I have the same question. Were you able to clear it up?
here the differentiation rule should be: let scalar y=x^T A, then dy/dx = A^T
It's nice that the video shows some matrix differentiation rules, but I recommend the more serious propositions in: atmos.washington.edu/~dennis/MatrixCalculus.pdf
Very clear explanation … better than doing it by considering the projection on the model space and using the projection formula (t(X)X)^-1t(X)Y
thank you so much from korea
Thanks! You just saved my life!
Raquel Morales Anytime. Saving lives is what I do.

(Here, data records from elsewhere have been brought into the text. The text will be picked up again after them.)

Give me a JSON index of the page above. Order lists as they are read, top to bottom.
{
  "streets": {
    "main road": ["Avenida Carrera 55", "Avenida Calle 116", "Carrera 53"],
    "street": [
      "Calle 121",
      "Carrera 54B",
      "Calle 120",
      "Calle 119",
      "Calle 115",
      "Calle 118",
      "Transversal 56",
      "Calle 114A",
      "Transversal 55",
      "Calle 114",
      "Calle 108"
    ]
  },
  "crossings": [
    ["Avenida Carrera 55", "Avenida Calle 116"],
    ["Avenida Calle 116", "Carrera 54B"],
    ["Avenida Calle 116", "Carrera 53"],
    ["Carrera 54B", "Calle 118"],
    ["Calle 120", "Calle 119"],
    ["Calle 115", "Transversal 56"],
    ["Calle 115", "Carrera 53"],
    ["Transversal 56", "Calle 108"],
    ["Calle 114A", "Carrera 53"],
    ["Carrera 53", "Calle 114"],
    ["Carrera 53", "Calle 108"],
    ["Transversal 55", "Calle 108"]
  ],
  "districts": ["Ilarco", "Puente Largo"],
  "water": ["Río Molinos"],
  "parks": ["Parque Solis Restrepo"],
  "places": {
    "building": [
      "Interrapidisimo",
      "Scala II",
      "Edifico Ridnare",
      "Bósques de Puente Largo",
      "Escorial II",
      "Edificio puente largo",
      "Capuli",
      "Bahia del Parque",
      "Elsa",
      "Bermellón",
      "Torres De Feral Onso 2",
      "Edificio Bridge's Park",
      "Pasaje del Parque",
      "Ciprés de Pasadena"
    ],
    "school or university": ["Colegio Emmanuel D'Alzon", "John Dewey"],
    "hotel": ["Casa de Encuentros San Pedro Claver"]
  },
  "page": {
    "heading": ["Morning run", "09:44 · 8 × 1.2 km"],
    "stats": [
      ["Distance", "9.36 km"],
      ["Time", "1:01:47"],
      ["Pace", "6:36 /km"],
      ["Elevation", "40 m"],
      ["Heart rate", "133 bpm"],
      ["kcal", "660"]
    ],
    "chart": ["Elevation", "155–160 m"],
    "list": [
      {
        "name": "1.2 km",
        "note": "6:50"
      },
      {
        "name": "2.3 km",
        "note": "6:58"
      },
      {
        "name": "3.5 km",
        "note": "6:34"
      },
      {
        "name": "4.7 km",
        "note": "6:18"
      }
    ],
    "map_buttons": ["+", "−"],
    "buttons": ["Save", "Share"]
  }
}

Thanks, this is an amazing video. It was very helpful.
Many thanks!
Very well explained. Thank you.
Thank you very much it was very helpful
really nice explanation you have deep knowledge. hoa can we minimize the error term?
Amazing work
Great explanation
My friend, you Saved my Bachelorpresentation.
great job man !
This video is so good, it explained several weeks of a course to me in 12 minutes smh
Glad this is useful :)
Is there something wrong at @8:58? Shouldn't B(hat) be B(hat)(Transpose)?
Super good
Very well explained!! Tq❤
beginning from 8:54 the RSS should have the third term as -(β_hat)^T X^T y instead of -(β_hat) X^T y, the transpose sign is missing here
You're Right. And I think it should be:" y=x^T.A => dy/dx = A" .
Very nicely explained
Great video, thanks for your effort 😁
I just have two questions:
1. in the last RSS equation, why is T removed from beta_hat in the third term
2. how is y = xA feasible given x has dimension (m x 1) and A has dim (n x m)
Appreciate your help please. Thanks!
Way too cool!!! I am enjoying this video!
Thank you! It helped me a lot.
1 question.
The method that you described above is of normal equation as of andrew ng machine learning course. The other way to find coeff. are gradient descent, BFGS, L-BFGS etc.
Correct me if I am wrong.
There's a mistake at minute 9:00, the third term of the expanded version of RSS is -(beta' x' y)
In your logistic regression, I am not sure how you came up with the two exponents when you formed the two product of the product of p(x) and 1-p(x)
Nice video. What software do you use for writing that math expressions? I mean, is it editor equations from ms word? Thank you.
Great video! Probably the best in explanation of math behind linear regression. Is there a way to do multiple non-linear regression?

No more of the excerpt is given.